» Aim of the task
Find every line below that contains the word "lists" and copy it out.

» Supplied data
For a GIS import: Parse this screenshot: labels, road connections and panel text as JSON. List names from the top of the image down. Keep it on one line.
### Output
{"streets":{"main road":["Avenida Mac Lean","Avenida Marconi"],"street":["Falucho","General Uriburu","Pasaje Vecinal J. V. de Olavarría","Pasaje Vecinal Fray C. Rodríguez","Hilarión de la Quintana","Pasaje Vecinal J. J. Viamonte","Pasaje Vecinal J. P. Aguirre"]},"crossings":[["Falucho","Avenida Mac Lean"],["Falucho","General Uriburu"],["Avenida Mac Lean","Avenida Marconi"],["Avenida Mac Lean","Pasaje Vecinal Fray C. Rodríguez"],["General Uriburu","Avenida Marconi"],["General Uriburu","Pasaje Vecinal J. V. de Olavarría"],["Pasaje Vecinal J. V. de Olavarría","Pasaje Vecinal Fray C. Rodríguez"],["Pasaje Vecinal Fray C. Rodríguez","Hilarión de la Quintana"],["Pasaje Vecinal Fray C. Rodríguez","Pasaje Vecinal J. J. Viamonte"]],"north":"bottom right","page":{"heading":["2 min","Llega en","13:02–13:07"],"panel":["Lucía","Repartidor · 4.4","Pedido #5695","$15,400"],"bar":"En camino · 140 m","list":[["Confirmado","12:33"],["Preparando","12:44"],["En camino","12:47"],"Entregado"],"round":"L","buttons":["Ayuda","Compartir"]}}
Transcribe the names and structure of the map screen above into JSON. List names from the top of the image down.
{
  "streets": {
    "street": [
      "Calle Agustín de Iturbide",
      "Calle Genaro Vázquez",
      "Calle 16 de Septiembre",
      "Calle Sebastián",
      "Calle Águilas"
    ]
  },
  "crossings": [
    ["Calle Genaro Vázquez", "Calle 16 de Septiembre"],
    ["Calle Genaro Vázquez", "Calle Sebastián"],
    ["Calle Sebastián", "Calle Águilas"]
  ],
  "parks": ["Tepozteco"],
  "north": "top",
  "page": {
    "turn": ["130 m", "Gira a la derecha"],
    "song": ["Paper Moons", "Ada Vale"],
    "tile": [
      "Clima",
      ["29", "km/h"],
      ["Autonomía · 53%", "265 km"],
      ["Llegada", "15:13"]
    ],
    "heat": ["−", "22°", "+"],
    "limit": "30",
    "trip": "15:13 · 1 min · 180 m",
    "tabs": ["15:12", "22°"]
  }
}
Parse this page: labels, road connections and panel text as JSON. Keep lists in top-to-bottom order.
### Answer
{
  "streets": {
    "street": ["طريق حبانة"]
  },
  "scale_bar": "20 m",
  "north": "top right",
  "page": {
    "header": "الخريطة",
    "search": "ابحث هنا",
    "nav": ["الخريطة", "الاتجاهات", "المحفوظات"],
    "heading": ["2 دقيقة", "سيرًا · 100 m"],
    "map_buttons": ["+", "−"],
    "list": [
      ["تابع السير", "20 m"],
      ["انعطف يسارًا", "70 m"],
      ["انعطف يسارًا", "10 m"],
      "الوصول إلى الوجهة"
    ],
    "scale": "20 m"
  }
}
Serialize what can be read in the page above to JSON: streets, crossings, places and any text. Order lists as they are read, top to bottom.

» Written response
Parse this page: labels, road connections and panel text as JSON. Keep lists in top-to-bottom order.
Serialize what can be read in the page above to JSON: streets, crossings, places and any text. Order lists as they are read, top to bottom.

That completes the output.